Education in Ancient India


In Ancient India, literary education was generally the monopoly of the upper castes, although in some regions like South India low castes also had access to it. Vedic learning was everywhere confined to the Savarnas; and even among Brahmins, only a section had the right to study the Vadas and priesthood. Other castes were debarred form all higher studies by religious verdicts enforced by the Hindu State.

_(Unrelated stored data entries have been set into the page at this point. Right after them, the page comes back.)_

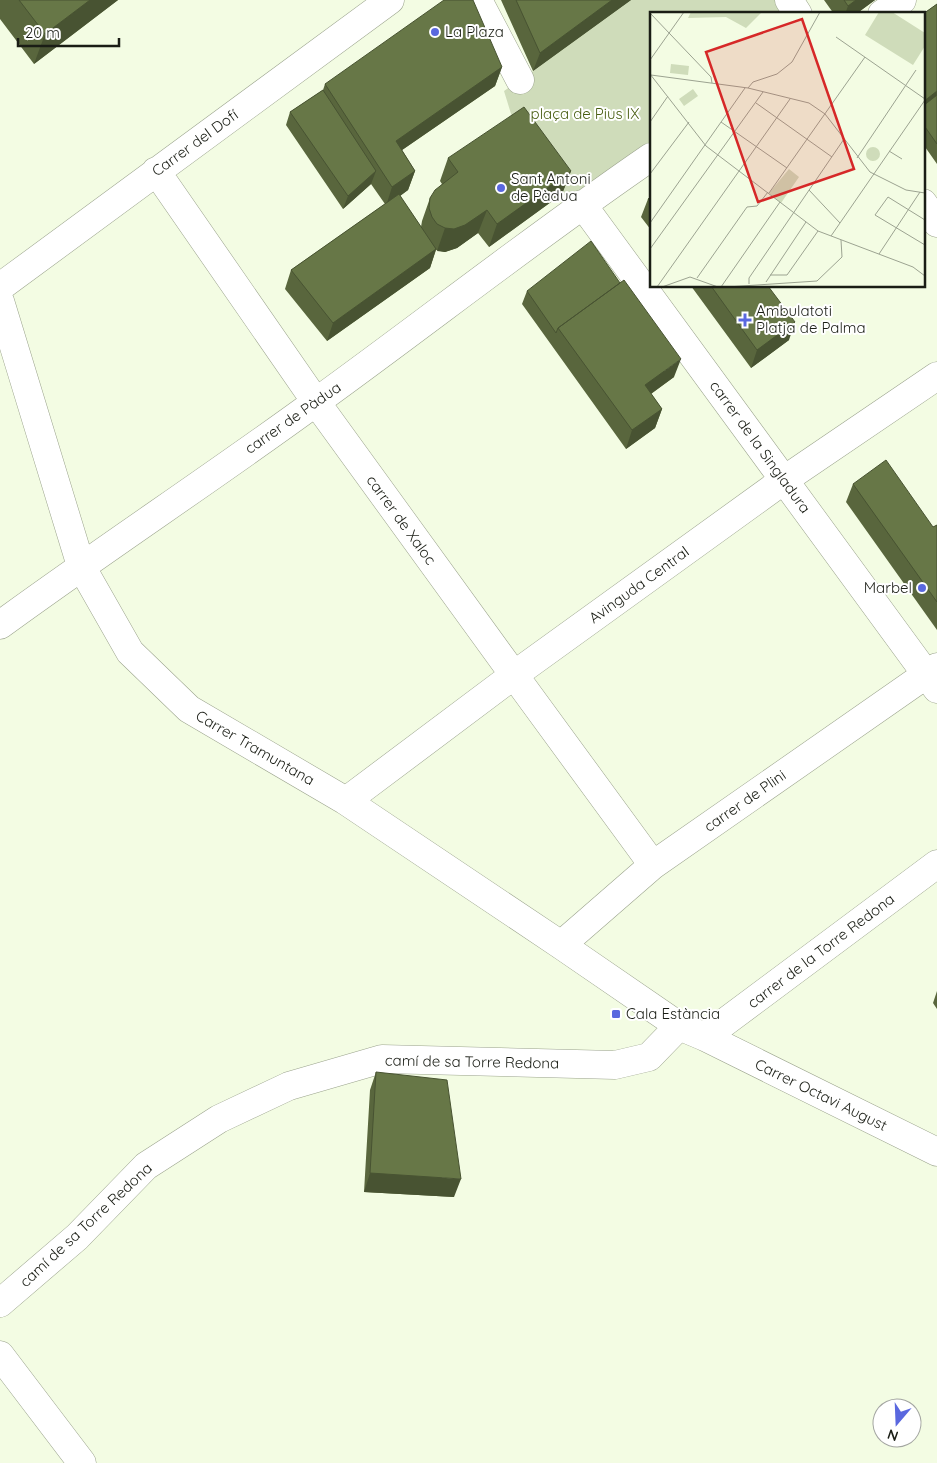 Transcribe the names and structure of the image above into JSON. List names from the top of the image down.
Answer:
{
  "streets": {
    "street": [
      "Carrer del Dofí",
      "carrer de Pàdua",
      "carrer de la Singladura",
      "carrer de Xaloc",
      "Avinguda Central",
      "Carrer Tramuntana",
      "carrer de Plini",
      "carrer de la Torre Redona",
      "camí de sa Torre Redona",
      "Carrer Octavi August"
    ]
  },
  "crossings": [
    ["Carrer del Dofí", "carrer de Xaloc"],
    ["carrer de Pàdua", "carrer de la Singladura"],
    ["carrer de Pàdua", "carrer de Xaloc"],
    ["carrer de Pàdua", "Carrer Tramuntana"],
    ["carrer de la Singladura", "Avinguda Central"],
    ["carrer de la Singladura", "carrer de Plini"],
    ["carrer de Xaloc", "Avinguda Central"],
    ["carrer de Xaloc", "carrer de Plini"],
    ["Avinguda Central", "Carrer Tramuntana"],
    ["Carrer Tramuntana", "carrer de Plini"],
    ["Carrer Tramuntana", "carrer de la Torre Redona"],
    ["Carrer Tramuntana", "camí de sa Torre Redona"],
    ["Carrer Tramuntana", "Carrer Octavi August"],
    ["carrer de la Torre Redona", "Carrer Octavi August"]
  ],
  "parks": ["plaça de Pius IX"],
  "places": {
    "other": ["La Plaza", "Sant Antoni de Pàdua", "Marbel"],
    "health": ["Ambulatoti Platja de Palma"],
    "transit": ["Cala Estància"]
  },
  "scale_bar": "20 m",
  "north": "bottom"
}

The Brahmins studied in special seminar started for the purpose, such as Tols, Vidyalysis and Chatuspathis. The medium of instruction was Sanskrit. The sacred language of the Hindus, by which only all religious and higher secular knowledge was expressed. For the common people, there were, in every village and town, vernacular schools which taught mainly reading, writing and rudiments of arithmetic. These schools also imparted religious instructions to the pupils. These schools were generally taken advantage of by the sons of traders; women, the lower castes and agriculturists hardly received any education. Thus education among Hindus, in Ancient India, was extremely restricted and for all, except the Brahmins, very poor in content. The Brahmins enjoyed monopoly of all higher education. Although education was the monopoly of upper castes, certain literary professions such as medicine (ayurveda) and astrology were also open to castes other than Brahmins.
The trading castes learnt accounting and book-keeping. While in the courts of kings there were persons who had specialized in the art of writing and the keeping records, in villages there were accountants who maintained land registers and revenue records. Further, this education, as part of the entire culture of Hindu society controlled and administrated by Brahmins was means of training the pupils in accepting the existing caste structure of Hindu society, believing in the infallibility of the Vedas, and of Brahmins, in interpreting these Vedas. It also taught the pupils the virtue of unconditional allegiance to elders, to parents, to teachers and to the king. In fact, education was a means of making the individual accept and conform to hierarchic structure of society and completely subordinating his individuality to it.